Effect of high-temperature preloading on tensile properties and failure mechanisms of SiC_f/SiC composites

Understanding the evolution of mechanical properties and damage mechanisms of SiC_f/SiC composites under multi-field coupling environments is essential for ensuring their safety and reliability in aerospace applications. This study investigates the tensile properties and failure mechanisms of 2D plain-weave SiC_f/SiC composites from room temperature to 1400 °C, with a particular focus on the influence of high-temperature preloading. Through macroscopic and microscopic morphology analysis, the key factors affecting tensile strength and failure mechanisms were systematically examined.
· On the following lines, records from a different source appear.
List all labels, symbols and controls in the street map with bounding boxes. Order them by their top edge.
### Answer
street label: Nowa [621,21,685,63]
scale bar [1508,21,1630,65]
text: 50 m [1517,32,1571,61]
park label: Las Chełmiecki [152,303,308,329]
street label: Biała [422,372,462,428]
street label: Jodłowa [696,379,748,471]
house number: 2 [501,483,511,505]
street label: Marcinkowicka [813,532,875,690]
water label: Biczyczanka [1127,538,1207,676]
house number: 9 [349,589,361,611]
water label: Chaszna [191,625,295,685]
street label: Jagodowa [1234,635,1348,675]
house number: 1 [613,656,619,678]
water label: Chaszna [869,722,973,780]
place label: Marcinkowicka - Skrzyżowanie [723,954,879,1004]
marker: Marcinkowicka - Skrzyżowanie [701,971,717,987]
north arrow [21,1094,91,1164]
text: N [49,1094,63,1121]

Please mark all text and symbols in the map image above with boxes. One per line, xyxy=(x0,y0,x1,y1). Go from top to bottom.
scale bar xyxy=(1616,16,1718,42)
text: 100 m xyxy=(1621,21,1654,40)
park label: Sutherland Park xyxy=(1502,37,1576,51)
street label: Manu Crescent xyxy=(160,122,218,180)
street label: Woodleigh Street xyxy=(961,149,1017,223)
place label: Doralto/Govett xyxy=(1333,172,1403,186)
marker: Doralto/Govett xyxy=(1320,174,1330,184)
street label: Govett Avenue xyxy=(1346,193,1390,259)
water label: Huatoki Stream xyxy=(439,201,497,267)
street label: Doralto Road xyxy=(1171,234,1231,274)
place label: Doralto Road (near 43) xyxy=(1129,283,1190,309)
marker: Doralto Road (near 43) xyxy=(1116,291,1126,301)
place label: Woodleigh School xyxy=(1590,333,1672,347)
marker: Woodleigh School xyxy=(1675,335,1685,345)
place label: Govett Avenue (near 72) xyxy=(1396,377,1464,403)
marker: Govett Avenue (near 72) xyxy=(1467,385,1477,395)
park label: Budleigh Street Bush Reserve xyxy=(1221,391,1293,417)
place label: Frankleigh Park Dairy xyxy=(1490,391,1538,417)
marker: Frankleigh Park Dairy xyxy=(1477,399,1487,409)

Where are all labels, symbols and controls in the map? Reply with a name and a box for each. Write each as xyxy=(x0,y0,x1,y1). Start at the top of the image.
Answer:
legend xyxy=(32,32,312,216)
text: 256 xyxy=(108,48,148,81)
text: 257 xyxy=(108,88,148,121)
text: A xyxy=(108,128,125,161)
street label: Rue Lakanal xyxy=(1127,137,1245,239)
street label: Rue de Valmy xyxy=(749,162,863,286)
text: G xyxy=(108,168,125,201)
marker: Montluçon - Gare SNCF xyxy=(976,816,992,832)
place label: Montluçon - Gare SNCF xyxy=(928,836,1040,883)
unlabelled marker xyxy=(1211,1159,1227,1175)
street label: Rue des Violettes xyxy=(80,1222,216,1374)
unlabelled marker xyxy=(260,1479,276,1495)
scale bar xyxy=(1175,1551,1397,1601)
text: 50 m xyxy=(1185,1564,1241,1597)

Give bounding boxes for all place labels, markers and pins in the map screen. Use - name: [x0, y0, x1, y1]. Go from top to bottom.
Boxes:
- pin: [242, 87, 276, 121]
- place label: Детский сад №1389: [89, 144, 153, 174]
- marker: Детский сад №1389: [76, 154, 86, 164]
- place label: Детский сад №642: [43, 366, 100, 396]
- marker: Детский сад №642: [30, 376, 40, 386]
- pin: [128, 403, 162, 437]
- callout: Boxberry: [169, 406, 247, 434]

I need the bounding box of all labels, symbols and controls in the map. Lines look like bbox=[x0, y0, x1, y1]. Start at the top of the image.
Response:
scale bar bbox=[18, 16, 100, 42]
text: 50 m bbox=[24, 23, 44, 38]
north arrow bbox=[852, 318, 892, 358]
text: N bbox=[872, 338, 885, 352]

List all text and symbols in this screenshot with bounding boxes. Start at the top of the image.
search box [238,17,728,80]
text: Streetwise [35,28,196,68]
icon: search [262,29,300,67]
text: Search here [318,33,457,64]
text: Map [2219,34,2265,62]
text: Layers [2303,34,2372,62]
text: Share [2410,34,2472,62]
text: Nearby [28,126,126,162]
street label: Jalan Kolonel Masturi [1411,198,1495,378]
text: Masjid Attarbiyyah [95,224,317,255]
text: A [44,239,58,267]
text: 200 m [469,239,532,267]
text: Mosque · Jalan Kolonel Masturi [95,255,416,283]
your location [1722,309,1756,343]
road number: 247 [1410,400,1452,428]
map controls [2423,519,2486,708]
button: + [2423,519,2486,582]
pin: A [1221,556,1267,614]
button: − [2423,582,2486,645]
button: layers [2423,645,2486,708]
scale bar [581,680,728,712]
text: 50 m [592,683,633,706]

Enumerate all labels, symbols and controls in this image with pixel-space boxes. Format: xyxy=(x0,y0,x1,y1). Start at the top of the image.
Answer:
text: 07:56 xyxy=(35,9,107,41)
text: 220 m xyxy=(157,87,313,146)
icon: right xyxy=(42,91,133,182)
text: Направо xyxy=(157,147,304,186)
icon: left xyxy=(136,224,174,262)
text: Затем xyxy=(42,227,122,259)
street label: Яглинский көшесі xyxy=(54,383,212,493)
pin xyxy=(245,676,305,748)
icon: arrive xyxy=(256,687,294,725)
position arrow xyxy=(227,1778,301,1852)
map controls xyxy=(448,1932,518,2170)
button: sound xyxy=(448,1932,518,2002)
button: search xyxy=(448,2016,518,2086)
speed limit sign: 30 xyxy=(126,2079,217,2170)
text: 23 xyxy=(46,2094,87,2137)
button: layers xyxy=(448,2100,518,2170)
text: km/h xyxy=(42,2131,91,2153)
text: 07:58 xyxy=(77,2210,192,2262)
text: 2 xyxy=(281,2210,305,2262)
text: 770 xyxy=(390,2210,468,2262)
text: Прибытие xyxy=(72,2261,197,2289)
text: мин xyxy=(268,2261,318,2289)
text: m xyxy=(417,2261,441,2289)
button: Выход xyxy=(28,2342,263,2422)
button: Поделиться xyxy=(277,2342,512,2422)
The effects of the magnitude and holding time of high-temperature preloading on the tensile properties of SiC_f/SiC composites were also explored, revealing significant impacts in the medium-temperature range. The results indicate that the tensile strength and matrix cracking stress decrease approximately linearly with increasing temperature for samples without high-temperature preloading. However, the difference in tensile strength between samples with and without high-temperature preloading diminishes as temperature increases. The degradation of component properties in SiC_f/SiC composites and high-temperature oxidation contribute to the decline in their tensile strengths. The healing of surface cracks induced by rapid oxidation at 1400 °C significantly reduces the impact of high-temperature preloading. A physics-based theoretical model for their high-temperature tensile strengths was established. This research provides valuable insights for evaluating the tensile properties of SiC_f/SiC composites under thermal-mechanical-oxygenic coupling environments.